"Spike...?" calls Buffy from the kitchen.
"Yeah, pet?" I call to her, arms laden with snacks and things, on
my way to the living room.
"Where's my Cheese Whiz? You know I can't eat pretzels without my
goo!" complains Buffy, rummaging through the kitchen cupboards in
search for the elusive cheese. "How can we wathch the movies I rented
without snacks?" she mutters under her breath.
"Slayer, luv, just bring out the damn drinks and get your lovely arse
in
here. If I have to watch these teeny-bop flicks you insist upon, I
might
as well enjoy them while intoxicated!" I yell back at her.
As I drop into one of our bean bag chairs in front of the telly, I jump
back up yelling, "Dammit!" as the stupid chair explodes into a cloud
of styrofoam pellets. "What a bloody mess!" Of course, most of them
are
stuck to you-know-who and as I attempt to balance myself, I trip over
the
bowls that were on the floor in front of the coffee table.
Buffy comes in as I am hopping around yelling, "shit, shit, bollocks,
stupid damn ...!" I look up at her and display my orange-slime covered
boot. "I found your fraggin' Cheese Whiz.
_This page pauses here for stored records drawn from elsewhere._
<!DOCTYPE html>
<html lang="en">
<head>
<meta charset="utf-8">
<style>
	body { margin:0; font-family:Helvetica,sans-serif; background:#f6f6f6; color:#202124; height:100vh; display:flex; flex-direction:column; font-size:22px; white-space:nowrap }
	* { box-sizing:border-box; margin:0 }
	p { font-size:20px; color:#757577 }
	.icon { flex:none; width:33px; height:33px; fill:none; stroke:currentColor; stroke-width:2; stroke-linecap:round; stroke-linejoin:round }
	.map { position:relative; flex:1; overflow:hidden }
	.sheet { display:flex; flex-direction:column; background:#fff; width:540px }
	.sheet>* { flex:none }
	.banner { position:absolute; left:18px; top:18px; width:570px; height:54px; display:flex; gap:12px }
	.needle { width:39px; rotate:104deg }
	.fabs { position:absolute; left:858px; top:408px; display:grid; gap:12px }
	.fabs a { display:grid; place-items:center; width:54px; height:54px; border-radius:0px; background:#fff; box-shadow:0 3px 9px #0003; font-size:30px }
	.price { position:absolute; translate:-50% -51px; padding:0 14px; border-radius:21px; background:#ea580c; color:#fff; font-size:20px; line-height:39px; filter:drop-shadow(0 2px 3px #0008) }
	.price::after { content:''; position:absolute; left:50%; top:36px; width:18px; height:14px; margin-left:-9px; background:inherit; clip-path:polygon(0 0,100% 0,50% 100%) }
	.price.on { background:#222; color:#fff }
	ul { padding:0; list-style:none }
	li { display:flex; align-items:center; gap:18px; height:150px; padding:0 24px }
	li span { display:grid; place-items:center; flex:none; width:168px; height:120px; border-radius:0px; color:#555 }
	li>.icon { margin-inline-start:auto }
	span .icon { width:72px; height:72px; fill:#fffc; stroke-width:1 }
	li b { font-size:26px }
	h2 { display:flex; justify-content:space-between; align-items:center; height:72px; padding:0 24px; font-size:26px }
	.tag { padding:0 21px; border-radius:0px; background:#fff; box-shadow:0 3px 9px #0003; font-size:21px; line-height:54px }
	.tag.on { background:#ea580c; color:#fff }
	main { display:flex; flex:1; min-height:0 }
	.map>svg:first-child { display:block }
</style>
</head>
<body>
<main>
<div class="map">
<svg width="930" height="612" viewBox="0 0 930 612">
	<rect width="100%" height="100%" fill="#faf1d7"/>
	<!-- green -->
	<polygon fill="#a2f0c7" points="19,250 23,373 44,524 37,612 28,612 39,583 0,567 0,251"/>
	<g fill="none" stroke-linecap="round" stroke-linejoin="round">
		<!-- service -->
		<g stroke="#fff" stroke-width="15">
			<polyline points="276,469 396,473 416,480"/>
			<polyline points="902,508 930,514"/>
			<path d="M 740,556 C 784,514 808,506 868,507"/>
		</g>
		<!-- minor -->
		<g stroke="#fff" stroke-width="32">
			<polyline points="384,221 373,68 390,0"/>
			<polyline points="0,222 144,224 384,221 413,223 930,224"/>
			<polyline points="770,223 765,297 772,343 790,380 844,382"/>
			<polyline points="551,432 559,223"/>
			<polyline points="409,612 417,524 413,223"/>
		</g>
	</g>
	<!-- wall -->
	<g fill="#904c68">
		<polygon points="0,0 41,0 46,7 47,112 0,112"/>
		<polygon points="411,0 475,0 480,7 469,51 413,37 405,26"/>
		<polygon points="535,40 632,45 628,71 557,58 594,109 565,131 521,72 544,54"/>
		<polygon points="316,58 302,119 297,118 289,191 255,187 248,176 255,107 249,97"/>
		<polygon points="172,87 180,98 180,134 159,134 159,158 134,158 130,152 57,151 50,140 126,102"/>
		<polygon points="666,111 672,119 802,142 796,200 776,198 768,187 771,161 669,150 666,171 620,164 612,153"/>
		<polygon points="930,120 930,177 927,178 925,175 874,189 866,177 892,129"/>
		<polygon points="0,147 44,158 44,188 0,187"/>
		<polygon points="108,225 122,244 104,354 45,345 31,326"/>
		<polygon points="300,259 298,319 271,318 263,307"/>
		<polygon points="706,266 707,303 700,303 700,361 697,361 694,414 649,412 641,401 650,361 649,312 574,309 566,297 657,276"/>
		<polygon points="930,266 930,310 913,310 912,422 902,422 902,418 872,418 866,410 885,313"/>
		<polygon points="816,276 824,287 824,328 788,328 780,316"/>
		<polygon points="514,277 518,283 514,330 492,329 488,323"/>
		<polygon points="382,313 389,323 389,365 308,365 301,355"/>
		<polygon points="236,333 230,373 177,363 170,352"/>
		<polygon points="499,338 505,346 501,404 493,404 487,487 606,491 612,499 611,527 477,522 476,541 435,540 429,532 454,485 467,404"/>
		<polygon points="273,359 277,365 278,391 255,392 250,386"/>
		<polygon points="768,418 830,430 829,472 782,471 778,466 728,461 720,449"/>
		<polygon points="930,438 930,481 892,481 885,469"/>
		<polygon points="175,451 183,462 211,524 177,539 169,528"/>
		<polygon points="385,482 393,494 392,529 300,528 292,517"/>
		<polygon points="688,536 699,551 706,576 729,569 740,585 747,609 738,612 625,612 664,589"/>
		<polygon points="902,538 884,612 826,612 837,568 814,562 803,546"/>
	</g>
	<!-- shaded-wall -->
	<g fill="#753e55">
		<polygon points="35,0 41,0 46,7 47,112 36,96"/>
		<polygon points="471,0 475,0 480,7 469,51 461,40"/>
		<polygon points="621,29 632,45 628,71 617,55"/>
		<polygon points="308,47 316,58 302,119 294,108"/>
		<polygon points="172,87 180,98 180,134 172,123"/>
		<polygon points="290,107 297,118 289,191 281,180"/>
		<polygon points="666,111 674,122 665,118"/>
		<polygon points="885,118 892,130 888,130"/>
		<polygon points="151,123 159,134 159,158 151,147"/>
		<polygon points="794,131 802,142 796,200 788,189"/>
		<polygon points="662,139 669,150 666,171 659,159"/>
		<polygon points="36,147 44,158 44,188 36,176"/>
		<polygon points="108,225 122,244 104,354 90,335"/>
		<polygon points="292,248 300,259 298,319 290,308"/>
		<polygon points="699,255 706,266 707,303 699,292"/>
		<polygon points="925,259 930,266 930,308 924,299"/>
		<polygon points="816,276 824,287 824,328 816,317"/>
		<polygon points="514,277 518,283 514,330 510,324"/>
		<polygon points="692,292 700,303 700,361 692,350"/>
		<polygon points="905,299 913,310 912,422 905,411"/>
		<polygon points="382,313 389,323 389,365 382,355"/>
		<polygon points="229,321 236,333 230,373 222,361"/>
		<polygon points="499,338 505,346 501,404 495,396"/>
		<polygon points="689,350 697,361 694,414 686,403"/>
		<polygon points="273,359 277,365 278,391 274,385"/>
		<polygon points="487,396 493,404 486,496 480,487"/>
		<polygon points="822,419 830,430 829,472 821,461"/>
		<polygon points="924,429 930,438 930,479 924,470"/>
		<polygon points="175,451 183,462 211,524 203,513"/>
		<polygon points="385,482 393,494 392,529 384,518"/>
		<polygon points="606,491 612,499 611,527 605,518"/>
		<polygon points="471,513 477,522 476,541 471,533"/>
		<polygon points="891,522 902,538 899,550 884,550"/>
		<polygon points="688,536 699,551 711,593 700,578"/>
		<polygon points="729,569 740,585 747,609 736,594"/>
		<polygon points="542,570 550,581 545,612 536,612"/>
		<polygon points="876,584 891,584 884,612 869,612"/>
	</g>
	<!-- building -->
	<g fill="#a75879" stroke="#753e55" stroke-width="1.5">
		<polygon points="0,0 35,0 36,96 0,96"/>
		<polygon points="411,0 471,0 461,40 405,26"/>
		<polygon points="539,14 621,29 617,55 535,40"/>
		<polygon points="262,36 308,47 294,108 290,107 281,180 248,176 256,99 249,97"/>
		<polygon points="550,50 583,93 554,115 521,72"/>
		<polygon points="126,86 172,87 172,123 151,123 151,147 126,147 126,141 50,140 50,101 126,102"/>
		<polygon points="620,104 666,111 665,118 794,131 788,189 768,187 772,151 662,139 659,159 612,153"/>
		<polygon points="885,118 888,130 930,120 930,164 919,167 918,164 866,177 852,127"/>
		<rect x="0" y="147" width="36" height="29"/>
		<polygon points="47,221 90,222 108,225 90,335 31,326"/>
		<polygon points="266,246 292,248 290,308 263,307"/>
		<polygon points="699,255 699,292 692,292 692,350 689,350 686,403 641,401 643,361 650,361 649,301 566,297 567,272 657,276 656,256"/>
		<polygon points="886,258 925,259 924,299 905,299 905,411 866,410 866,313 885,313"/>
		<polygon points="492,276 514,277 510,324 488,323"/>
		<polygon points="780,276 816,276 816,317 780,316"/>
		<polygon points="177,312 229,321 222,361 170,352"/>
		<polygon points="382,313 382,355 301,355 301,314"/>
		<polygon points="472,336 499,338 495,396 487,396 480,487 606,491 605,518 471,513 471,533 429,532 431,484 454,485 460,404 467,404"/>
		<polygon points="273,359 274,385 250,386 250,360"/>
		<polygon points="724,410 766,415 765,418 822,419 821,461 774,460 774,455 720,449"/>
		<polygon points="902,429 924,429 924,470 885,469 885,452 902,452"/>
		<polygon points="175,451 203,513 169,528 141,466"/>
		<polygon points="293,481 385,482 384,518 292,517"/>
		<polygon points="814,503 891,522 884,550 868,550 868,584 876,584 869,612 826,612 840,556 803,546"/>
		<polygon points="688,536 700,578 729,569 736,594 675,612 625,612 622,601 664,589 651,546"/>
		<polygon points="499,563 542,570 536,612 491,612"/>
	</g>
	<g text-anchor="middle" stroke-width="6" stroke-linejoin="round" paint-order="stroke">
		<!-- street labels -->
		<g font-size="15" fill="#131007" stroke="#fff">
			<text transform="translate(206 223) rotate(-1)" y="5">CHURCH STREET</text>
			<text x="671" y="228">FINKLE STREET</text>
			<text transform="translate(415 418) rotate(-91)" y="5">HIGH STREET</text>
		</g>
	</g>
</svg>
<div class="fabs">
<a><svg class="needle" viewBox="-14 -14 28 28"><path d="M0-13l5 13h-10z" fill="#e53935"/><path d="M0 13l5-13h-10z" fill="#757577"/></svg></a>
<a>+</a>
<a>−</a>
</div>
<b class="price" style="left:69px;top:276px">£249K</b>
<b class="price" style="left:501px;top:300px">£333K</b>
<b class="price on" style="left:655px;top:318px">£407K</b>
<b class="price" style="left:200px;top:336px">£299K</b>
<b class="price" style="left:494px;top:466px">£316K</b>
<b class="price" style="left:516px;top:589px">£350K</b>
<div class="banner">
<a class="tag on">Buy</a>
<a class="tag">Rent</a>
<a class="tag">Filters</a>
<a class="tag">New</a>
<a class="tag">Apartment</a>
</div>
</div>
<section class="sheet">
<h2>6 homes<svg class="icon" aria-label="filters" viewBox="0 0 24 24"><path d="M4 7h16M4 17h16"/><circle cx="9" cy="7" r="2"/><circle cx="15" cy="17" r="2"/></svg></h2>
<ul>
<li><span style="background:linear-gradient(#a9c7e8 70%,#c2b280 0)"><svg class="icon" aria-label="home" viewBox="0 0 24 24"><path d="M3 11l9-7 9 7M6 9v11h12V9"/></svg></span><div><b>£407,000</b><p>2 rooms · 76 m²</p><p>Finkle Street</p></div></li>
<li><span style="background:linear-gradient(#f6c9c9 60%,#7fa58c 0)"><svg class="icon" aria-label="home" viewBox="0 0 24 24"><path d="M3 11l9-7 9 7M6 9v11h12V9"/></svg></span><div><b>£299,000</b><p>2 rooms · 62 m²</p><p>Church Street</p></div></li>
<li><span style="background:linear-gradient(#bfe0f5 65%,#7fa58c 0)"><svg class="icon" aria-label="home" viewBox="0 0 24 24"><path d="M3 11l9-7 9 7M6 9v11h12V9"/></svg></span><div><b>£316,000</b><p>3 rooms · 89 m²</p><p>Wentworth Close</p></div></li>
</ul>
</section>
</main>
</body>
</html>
I hope you're bloody well
'appy!"
She laughs at me, the witch, and says, "Have fun, I am not cleaning up
this
mess. I'm going up to take a bath since movie nite is now a thing of
the
past." She waves her fingers at me and goes upstairs, laughing all the
way
to the bathroom.
I bend down and take off my goody Doc's and head up the stairs, turning
to
clap the lights off as I go. I hear the bathwater still running and as
I
step into the bathroom, there's my luv, in all her steamy glory, lying
back in the tub listening to one of those Lilith Fair chicks singing
some
song called "I Love You" on the cd player. Her eyes are closed and she
has
a dreamy smile on her face. I undress as fast and quietly as I can and
slide into the bathtub with her.
She smiles and slowly opens her eyes, "Hey, baby, did you get that mess
cleaned up already?"
I look at her and smile wickedly, "No," I say, "actually, I'm saving
that
job for your other anatomically correct Ken doll."
She giggles softly as I grab her and lean in for a kiss,"Give us a
kiss,
my beautiful Barbie..." She wraps her arms around me as as she pulls
me
down onto her, she claps off the bathroom lights, leaving us bathed in
the
soft glow of moonlight. "Best damn invention in the whole bloody world
if
you ask me." I murmur against her soft lips.